ZFS write performance issues with WD20EARS

vermaden · Oct 18, 2010

Maybe it works only for NEW pools.

Epikurean · Oct 19, 2010

I believe too, that the patch works only for new pools. The problem is, that even after recompiling the kernel without the patch, the pool has not returned.

I thought it would be best to leave a comment like this in the thread: I lost ~3.5TB of Data. Fortunately for me I lost only nonessential things: all the important stuff was on a backup.

palmboy5 · Oct 20, 2010

What if you first used gnop (one at a time, allowing for zfs to recover each time) on each drive, then tried the patch?

EDIT:
Also has anyone done performance comparisons for the patch yet?

Epikurean · Oct 21, 2010

After following Palmboy's suggestion, here is what I did

1. Created a new ZFS Pool
2. gnop create -S 4096 on each drive at the same time
3. copied some data on the pool
4. compiled and installed a new kernel with the patch
5. reboot

As expected, the *.nop drives are "lost" after a reboot, BUT the ZFS Pool is in perfect shape!
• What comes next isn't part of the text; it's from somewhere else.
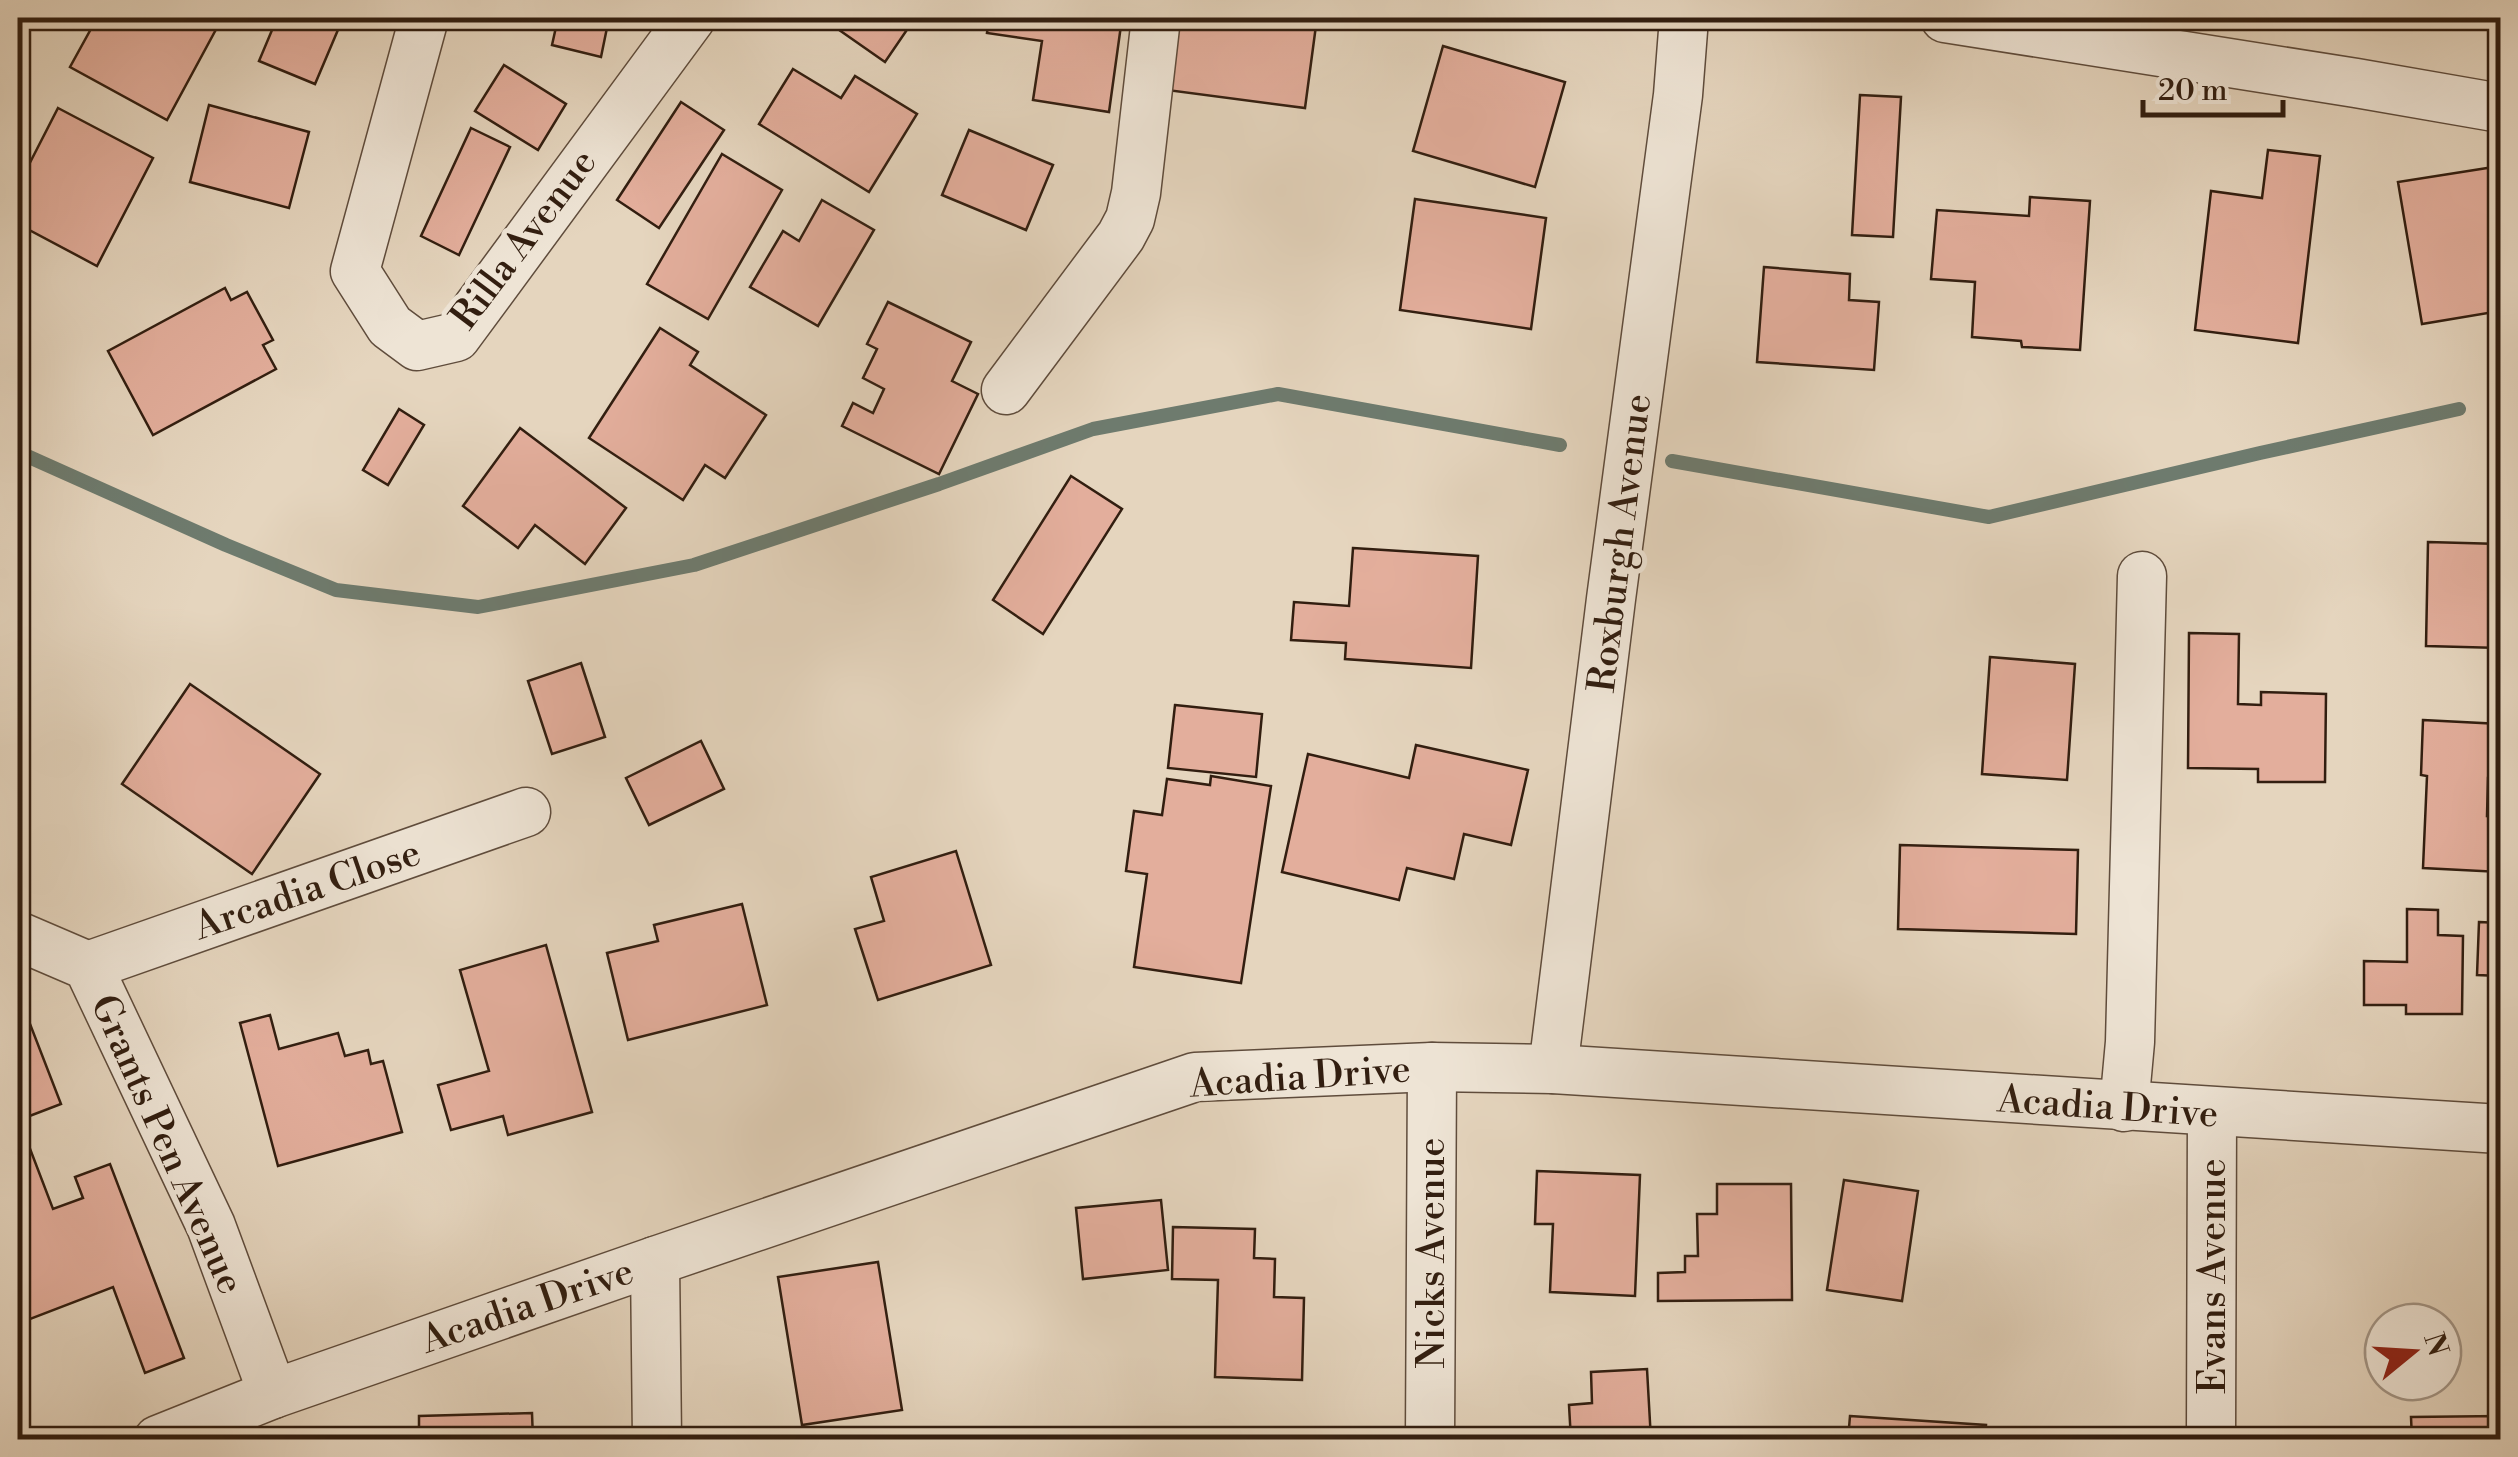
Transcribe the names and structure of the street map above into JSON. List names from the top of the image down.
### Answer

The only thing that bugs me, is that there was no message whatoever indicating the use of the .nop drives in the ZFS pool: no degraded state, no indication, that the *.nop drives are used when entering "zpool status" (besides when I wanted to replace my adX drive with the adX.nop drive, which didn't work: ZFS told me the .nop drive was already used).

wonslung · Oct 21, 2010

Epikurean said:

I tried the suggested patch, but unfortunately it killed my ZFS Pool:

Code:

pool: tank
state: UNAVAIL
scrub: none requested
config:

	NAME        STATE     READ WRITE CKSUM
	tank        UNAVAIL      0     0     0  insufficient replicas
	  raidz1    UNAVAIL      0     0     0  corrupted data
	    ad6     ONLINE       0     0     0
	    ad10    ONLINE       0     0     0
	    ad12    ONLINE       0     0     0

It won't work because of the variable block size ZFS uses for RAIDZ.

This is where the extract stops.